**Required work**
When a line in the records contains the string "Pallejà", copy that line.

[Collected data entries]
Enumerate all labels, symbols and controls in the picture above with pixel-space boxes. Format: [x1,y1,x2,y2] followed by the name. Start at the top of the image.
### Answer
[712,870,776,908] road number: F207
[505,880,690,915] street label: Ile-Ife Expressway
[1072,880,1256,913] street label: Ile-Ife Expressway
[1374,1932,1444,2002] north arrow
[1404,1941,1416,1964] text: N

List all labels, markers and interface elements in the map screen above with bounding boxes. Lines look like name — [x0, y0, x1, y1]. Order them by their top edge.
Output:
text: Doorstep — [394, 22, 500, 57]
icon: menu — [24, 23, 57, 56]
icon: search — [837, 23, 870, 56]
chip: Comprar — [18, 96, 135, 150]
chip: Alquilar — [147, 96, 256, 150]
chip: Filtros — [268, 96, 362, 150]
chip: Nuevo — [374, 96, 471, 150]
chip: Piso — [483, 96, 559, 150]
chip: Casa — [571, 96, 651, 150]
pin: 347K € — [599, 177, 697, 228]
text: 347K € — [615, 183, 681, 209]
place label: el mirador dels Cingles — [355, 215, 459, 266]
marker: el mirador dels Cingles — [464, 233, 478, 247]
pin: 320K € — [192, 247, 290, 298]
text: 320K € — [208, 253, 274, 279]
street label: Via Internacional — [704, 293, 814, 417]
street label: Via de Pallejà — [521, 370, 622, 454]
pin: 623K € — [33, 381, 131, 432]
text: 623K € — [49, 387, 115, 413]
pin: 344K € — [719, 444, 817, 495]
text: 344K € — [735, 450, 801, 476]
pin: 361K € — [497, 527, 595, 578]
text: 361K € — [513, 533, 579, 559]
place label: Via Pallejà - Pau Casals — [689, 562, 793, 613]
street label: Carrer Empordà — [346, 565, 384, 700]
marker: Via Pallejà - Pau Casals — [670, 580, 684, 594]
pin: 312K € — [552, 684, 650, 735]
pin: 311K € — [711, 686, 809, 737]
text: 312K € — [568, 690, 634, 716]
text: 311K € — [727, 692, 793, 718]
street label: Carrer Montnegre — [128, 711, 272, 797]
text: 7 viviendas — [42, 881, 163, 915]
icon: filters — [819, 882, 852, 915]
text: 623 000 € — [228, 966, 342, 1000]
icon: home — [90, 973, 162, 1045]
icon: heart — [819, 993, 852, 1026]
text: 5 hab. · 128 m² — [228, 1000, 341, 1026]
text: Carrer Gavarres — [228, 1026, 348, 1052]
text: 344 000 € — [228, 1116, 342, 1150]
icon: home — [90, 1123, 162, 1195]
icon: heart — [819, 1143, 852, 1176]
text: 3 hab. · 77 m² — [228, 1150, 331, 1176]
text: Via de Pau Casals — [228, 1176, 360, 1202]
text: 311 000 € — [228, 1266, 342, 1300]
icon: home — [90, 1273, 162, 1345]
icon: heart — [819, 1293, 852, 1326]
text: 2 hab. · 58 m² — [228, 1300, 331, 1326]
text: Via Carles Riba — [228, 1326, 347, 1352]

**Response for this exercise**
street label: Via de Pallejà — [521, 370, 622, 454]
place label: Via Pallejà - Pau Casals — [689, 562, 793, 613]
marker: Via Pallejà - Pau Casals — [670, 580, 684, 594]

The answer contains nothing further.